Saturday, May 13, 2017

Beautiful Mt Worth State Park



Dave and I opted on Mt Worth SP for our Friday bush outing recently.

The 'lookout' on McDonalds Tr is often worth a stop on the way up and this day was no exception. The Latrobe Valley was blanketed in fog and if you look closely, the Baw Baws were obscured by a separate smog layer.


A landowner nearby was burning off some stumps, adding a slight smokiness to the atmosphere. The effect down in the park was picturesque, giving us a chance to explore some camera settings other than 'macro', 'flash', etc.


Mt Worth is always beautiful to visit. In the summer the rainforest/tree fern gullies are cool but at this time of year the fungi are beginning to put on their own show. Below is a small sample of some that were easy to find, (IDs definitely not guaranteed).


'Worth' is worth a visit summer or winter in my book!




Thursday, May 4, 2017

The Old Back at the Car Trick



I did a short reccy on a new found track in Bunyip State Park the other day. Heath Track which becomes Dingo Ridge Walking Track has some promise in the wildflower season, as part of it traverses a power line, requiring some slashing from time to time. This keeps the understorey to a minimum and hopefully will allow some Spring flowers to emerge – my theory anyway.


The birds were very quiet so I just enjoyed the beautiful day in a nice bit of bush.

Back at the ute I put the kettle on and sat for a ten minute cuppa.

Next thing the old saying "birds of a feather flock together" came to mind as a mixed group of species came through the undergrowth – Brown Thornbills, Superb Fairy Wrens and Eastern Yellow Robins.

I got some wonderful views without getting out of my seat.


A larger bird appeared suddenly and to my surprise it was an Olive Whistler and it too paraded right in front of me for several minutes.


The stumble in the creek on the walking track was soon forgotten!

Wednesday, March 29, 2017

Muttonwood Tree



A stand of Muttonwood Trees within Uralla Reserve at Trafalgar (see note below), contains 15+ trees in heavy fruit at the moment.
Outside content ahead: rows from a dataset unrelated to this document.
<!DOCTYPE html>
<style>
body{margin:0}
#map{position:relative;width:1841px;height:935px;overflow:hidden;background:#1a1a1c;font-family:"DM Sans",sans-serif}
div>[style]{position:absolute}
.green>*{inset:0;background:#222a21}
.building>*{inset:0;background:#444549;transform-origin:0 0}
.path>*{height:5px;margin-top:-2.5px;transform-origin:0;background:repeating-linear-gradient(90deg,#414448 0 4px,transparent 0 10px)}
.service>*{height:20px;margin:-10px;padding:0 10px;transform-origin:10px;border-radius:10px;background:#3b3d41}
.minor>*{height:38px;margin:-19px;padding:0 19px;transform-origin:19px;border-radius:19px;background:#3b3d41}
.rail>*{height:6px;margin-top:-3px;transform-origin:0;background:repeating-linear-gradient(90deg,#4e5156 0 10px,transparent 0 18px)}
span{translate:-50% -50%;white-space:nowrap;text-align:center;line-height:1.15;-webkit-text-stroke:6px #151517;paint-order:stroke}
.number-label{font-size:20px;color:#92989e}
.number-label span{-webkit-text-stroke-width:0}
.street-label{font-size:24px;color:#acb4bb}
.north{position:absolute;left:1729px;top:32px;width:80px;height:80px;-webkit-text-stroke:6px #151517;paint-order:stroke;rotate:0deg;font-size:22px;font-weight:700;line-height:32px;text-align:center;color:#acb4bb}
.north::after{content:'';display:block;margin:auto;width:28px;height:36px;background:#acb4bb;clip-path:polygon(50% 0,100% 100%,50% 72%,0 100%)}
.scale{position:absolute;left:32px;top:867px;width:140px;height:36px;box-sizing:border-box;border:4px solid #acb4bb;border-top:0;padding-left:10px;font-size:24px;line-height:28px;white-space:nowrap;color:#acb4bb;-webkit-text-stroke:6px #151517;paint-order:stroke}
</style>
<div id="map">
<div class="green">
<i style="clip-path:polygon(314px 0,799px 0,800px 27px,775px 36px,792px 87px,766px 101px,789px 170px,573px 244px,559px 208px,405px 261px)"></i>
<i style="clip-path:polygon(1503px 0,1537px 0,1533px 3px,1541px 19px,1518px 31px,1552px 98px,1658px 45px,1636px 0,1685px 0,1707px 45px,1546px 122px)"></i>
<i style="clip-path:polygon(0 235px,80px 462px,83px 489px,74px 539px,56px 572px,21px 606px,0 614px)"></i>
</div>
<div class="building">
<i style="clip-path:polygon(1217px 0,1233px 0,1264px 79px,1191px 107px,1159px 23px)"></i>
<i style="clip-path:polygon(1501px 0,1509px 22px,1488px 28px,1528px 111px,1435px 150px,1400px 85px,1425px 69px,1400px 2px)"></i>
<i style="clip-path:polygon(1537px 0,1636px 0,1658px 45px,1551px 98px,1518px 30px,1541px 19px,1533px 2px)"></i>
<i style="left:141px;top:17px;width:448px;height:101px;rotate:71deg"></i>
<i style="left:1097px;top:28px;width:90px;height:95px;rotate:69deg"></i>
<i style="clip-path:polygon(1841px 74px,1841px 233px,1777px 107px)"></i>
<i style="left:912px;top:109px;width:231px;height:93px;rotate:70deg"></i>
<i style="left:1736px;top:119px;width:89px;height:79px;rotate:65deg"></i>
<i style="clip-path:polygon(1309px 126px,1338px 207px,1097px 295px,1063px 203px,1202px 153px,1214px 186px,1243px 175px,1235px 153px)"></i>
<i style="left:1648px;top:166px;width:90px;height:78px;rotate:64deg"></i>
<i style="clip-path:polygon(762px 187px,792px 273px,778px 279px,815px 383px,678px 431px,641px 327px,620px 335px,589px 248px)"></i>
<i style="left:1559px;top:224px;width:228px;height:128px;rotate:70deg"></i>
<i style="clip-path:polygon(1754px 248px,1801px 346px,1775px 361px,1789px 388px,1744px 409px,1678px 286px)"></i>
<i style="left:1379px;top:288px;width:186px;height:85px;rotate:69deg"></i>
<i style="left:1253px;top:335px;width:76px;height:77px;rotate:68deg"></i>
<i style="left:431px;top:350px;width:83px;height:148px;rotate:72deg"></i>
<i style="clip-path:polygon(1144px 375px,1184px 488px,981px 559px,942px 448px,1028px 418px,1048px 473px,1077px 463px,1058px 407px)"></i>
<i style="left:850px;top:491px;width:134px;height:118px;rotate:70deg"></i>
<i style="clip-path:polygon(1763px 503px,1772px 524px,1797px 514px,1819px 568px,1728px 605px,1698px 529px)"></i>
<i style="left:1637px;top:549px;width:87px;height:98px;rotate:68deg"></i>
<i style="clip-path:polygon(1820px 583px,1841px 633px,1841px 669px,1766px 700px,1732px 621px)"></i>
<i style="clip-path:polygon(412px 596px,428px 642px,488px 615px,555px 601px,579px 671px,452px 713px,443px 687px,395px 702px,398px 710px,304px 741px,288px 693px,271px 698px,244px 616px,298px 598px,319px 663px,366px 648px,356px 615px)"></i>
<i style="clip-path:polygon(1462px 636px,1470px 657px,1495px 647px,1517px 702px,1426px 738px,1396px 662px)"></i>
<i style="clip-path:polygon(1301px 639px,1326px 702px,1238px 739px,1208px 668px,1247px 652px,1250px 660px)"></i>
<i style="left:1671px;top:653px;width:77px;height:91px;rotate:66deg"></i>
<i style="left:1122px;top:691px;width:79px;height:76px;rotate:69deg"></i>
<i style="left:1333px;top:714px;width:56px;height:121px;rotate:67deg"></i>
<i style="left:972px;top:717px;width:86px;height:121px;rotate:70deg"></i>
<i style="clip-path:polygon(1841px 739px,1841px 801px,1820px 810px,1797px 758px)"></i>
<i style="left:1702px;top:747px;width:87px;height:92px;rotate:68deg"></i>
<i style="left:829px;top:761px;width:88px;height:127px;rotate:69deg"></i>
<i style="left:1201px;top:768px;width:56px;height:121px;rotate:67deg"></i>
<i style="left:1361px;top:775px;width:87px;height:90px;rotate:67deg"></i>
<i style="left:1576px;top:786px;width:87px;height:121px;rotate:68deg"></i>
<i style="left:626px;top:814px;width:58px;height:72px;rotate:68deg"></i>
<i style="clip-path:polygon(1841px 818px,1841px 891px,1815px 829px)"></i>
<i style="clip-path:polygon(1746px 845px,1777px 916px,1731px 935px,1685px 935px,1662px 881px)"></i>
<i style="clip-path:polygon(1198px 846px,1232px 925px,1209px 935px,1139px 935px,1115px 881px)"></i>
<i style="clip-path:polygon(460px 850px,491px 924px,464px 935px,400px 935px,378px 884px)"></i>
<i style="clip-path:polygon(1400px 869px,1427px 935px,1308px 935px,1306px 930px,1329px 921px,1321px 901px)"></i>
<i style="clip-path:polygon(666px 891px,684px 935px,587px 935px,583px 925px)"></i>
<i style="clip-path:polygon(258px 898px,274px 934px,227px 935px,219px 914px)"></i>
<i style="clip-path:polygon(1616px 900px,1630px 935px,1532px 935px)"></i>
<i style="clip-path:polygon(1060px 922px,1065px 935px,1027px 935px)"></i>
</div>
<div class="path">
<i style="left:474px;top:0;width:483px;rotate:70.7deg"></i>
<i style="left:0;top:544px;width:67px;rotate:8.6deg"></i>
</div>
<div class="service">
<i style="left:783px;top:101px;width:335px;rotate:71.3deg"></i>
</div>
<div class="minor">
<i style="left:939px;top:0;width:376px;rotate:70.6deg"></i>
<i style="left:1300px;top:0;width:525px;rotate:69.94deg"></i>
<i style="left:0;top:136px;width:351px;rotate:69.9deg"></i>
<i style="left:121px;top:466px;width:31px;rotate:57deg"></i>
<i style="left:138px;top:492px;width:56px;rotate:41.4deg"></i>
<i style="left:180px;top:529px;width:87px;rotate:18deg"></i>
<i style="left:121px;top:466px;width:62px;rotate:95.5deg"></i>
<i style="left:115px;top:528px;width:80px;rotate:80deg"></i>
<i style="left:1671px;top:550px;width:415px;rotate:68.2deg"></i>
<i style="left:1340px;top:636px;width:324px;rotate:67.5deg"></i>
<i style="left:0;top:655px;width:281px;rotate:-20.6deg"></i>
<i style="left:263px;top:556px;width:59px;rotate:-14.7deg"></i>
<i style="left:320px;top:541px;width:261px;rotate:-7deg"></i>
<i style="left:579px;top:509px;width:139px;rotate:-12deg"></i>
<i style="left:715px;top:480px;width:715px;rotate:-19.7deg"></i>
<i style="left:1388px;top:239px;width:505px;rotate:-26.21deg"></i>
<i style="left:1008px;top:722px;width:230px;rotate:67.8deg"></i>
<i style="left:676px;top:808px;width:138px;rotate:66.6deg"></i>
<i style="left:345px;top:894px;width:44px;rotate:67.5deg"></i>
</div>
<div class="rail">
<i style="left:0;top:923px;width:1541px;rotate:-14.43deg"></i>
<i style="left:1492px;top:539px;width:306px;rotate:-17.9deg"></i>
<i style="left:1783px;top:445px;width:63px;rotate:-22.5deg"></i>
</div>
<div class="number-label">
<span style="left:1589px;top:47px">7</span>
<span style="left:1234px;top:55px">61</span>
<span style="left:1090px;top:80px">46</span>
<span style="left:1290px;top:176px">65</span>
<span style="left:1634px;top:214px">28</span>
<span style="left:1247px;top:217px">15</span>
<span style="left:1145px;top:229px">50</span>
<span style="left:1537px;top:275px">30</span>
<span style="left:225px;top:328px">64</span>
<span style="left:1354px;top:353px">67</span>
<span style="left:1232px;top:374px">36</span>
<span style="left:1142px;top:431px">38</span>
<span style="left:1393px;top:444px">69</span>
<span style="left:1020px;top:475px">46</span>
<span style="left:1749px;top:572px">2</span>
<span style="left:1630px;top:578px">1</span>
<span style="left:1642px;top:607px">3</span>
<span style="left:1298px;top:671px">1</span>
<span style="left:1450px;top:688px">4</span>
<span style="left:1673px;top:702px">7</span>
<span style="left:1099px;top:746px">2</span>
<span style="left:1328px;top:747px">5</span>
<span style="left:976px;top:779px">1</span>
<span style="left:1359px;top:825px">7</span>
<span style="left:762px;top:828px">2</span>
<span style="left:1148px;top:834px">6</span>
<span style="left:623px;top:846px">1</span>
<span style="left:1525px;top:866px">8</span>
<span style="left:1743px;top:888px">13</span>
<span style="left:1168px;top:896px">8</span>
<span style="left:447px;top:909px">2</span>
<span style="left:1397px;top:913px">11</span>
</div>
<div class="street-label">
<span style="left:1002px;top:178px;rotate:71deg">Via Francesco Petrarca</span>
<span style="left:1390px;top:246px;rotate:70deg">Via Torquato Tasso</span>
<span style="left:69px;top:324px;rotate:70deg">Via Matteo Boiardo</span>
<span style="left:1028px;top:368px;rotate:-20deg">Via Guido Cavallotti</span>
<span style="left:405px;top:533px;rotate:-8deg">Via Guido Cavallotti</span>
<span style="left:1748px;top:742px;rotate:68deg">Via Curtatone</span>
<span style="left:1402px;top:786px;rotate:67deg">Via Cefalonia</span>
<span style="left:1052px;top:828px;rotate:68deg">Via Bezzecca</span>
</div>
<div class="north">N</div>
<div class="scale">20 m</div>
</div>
Muttonwoods range from southern Victoria up the east coast to just past Brisbane and they seem to prefer growing at the boundary of rainforest and open forest.

The trees in Uralla at present are providing feeding grounds for a range of birds – I ticked Lewin's Honeyeaters and Satin Bowerbirds today – and a recent report detailed a colony of Flying Foxes feeding on Muttonwoods recently in Morwell National Park.

Beautiful Uralla is very dry at present (barely any fungi in sight). The lower creeks and gullies are dry but some of the deeper gullies still provide a pleasant and cool backdrop.

(Note: The Baw Baw Shire link provided in the first sentence describes the difficulty of the walk/ride as 'easy'. I think that refers to the road access from the town to the reserve. Some of the tracks within Uralla are quite steep. There are various options and the excellent information board and various signboards throughout give plenty of accurate advice.)